You now control exactly what the first LLM call sees.

Custom LLM output handler

class MyLLMOutputHandler extends LLMOutputHandler {
async handle(ctx, response) {
// Custom: if the response contains "TODO", that's a failure
if (response.content.includes("TODO")) {
return { type: "retry", reason: "incomplete" };
}

if (response.tool_calls?.length) {
return { type: "execute_tools", calls: response.tool_calls };
}

return { type: "done", output: response.content };
}
}

The handler returns one of:

  • { type: "done", output } — stop the loop, return output.
  • { type: "execute_tools", calls } — run these tool calls, continue.
  • { type: "retry", reason } — call the LLM again with updated context.
  • { type: "fail", reason } — stop with a failure.

Custom follow-up prompt builder

class MyFollowupPromptBuilder extends FollowupPromptBuilder {
async build(ctx, history, toolResults) {
return {
messages: [
...history.slice(-3), // keep last 3 turns only
{ role: "system", content: "Focus: resolve the last tool failure before anything else." },
{ role: "tool", content: JSON.stringify(toolResults) },
],
};
}
}

You control how context compresses and what the LLM focuses on for the next iteration.

Composing with Unified Agent

If you only need a custom InitialPromptBuilder and the rest can stay default, you don't need the full Builder pattern — use Unified Agent and pass a custom processor instead.
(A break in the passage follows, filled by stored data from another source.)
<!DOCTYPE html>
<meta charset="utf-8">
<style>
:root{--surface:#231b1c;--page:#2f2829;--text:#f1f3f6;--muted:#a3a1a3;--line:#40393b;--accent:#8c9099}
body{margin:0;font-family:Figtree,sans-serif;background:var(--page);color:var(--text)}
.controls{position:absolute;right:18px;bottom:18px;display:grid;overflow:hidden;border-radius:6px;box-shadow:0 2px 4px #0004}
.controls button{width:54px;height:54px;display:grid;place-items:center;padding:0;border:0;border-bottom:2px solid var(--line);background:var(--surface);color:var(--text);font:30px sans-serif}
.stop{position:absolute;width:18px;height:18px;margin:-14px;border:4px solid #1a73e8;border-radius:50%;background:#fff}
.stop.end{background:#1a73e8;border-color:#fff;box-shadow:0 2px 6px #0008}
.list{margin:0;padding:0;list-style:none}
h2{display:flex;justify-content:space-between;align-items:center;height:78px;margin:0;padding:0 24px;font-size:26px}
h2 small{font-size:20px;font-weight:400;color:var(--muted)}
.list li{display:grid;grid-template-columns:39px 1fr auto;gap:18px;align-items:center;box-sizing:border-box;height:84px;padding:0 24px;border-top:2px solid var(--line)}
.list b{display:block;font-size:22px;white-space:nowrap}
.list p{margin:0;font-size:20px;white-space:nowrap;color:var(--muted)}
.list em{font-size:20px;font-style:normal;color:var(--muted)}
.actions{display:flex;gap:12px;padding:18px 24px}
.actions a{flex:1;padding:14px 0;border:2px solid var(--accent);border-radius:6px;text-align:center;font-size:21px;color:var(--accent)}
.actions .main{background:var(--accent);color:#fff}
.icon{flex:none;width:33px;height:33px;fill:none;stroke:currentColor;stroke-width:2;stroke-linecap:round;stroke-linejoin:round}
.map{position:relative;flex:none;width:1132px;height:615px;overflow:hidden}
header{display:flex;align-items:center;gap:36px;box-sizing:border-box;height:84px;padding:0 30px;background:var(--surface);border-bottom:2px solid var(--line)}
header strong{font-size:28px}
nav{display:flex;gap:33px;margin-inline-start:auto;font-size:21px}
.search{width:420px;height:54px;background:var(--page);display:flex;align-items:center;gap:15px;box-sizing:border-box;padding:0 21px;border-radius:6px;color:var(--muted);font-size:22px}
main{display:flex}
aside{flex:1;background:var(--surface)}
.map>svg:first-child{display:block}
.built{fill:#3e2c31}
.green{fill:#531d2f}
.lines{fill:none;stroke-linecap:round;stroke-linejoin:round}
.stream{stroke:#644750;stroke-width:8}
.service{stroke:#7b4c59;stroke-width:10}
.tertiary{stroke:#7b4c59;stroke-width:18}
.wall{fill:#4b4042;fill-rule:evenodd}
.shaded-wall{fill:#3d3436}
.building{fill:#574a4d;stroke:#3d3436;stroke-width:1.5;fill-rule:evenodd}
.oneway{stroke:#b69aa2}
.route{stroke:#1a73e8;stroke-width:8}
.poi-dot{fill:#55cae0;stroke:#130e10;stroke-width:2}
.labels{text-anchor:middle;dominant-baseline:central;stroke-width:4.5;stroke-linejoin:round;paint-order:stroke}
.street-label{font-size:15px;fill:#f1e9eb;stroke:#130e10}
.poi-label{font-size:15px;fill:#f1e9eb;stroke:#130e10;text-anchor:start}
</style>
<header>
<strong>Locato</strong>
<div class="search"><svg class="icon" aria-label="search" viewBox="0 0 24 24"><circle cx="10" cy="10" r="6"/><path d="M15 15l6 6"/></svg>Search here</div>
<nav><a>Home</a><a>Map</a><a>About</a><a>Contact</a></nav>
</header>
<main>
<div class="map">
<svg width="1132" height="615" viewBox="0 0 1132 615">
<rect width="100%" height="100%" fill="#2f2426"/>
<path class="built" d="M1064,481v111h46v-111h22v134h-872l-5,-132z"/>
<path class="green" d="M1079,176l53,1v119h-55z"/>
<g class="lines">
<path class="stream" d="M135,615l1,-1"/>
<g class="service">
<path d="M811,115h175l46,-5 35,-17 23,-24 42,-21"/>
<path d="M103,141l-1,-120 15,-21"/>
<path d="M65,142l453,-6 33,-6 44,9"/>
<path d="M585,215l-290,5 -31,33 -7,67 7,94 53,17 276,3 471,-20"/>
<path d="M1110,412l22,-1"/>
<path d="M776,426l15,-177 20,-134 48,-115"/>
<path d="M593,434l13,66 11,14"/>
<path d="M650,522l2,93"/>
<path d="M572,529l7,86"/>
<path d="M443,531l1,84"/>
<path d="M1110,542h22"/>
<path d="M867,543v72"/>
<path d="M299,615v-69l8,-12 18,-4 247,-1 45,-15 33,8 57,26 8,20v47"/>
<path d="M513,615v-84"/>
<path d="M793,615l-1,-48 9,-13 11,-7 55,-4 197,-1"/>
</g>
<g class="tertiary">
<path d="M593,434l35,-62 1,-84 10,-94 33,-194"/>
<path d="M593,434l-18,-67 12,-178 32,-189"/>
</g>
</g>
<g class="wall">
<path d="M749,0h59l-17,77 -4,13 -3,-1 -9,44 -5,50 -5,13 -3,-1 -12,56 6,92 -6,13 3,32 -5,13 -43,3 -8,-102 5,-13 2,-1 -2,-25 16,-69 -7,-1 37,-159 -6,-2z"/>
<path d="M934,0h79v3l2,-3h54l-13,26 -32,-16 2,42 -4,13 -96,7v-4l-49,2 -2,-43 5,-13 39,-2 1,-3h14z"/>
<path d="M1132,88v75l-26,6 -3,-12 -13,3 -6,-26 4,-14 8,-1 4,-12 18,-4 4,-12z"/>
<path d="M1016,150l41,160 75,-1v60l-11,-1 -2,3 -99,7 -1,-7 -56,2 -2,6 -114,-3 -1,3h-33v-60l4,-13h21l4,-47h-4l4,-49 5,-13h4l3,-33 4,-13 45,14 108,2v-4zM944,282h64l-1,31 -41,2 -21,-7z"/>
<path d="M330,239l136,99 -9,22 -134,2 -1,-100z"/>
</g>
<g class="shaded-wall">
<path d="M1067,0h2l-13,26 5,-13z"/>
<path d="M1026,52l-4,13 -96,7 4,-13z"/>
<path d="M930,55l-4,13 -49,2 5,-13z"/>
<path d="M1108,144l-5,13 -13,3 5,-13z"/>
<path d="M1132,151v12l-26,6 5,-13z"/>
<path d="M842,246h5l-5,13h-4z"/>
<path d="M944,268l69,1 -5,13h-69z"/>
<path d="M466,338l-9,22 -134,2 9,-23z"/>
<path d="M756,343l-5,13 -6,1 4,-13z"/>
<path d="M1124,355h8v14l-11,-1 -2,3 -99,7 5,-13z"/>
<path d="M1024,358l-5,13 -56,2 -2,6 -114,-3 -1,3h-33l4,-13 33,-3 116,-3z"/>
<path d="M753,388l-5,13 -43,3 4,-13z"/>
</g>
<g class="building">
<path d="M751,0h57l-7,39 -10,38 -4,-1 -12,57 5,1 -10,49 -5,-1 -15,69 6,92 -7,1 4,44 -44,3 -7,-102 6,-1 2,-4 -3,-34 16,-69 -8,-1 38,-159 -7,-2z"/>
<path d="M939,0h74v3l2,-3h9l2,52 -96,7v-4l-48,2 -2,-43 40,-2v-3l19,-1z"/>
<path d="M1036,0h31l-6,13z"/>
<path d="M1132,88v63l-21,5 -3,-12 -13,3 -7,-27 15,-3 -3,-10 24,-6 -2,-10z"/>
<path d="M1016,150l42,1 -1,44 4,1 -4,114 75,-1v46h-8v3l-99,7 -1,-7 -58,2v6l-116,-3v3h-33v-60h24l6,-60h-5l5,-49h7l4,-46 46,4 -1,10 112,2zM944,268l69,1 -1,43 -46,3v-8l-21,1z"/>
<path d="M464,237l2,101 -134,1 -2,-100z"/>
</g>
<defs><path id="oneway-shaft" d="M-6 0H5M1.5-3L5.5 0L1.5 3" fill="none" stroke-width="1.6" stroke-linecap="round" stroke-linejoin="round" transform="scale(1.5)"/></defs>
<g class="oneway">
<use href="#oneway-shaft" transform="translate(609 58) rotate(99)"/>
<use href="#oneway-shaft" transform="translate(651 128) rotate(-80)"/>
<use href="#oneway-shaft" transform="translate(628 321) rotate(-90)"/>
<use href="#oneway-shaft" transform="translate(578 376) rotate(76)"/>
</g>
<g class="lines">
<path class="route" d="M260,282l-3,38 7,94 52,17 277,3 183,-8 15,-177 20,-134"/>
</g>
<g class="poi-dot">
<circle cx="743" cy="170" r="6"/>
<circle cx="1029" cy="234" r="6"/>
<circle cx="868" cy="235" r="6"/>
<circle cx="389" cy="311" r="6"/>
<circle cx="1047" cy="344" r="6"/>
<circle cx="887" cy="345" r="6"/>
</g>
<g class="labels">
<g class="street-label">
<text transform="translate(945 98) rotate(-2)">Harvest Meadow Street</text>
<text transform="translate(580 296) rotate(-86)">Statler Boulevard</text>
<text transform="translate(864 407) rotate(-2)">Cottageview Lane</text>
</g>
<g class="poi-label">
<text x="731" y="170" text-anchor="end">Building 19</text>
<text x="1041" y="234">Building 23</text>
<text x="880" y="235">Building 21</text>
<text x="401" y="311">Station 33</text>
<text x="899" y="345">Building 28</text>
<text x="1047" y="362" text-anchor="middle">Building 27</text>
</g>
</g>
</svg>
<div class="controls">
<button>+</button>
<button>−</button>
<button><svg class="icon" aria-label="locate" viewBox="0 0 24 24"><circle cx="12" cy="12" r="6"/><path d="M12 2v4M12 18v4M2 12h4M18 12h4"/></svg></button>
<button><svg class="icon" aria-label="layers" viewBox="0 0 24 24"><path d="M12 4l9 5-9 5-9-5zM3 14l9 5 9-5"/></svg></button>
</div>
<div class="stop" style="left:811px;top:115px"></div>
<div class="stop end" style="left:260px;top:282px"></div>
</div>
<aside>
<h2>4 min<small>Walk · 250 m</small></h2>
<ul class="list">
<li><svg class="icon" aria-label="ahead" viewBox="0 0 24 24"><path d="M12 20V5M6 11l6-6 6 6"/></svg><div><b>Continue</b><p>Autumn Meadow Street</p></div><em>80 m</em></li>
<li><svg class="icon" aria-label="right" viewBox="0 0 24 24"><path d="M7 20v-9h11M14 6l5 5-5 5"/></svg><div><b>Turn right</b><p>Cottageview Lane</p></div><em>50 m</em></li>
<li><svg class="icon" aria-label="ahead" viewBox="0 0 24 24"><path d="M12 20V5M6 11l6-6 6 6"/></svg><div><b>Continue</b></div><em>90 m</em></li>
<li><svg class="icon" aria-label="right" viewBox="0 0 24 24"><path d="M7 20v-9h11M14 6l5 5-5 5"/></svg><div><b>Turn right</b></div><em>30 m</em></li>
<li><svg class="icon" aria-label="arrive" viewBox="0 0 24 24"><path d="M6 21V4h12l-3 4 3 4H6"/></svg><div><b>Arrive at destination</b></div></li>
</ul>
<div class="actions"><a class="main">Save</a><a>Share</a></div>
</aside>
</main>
Builder is for when you want explicit control over multiple phases.

Testing builders

Each builder is a class with a single method. Test it as a function:

test("initial prompt includes file content", async () => {
const builder = new MyInitialPromptBuilder();
const result = await builder.build(mockCtx, { file: "test.ts" });
expect(result.messages[1].content).toContain("hello world");
});

No agent runtime needed.

When to graduate to Processor

If you find yourself needing to inject behaviour at many points in the loop — not just the three phases the Builder exposes — move to Processor. Processors have more slots and finer granularity.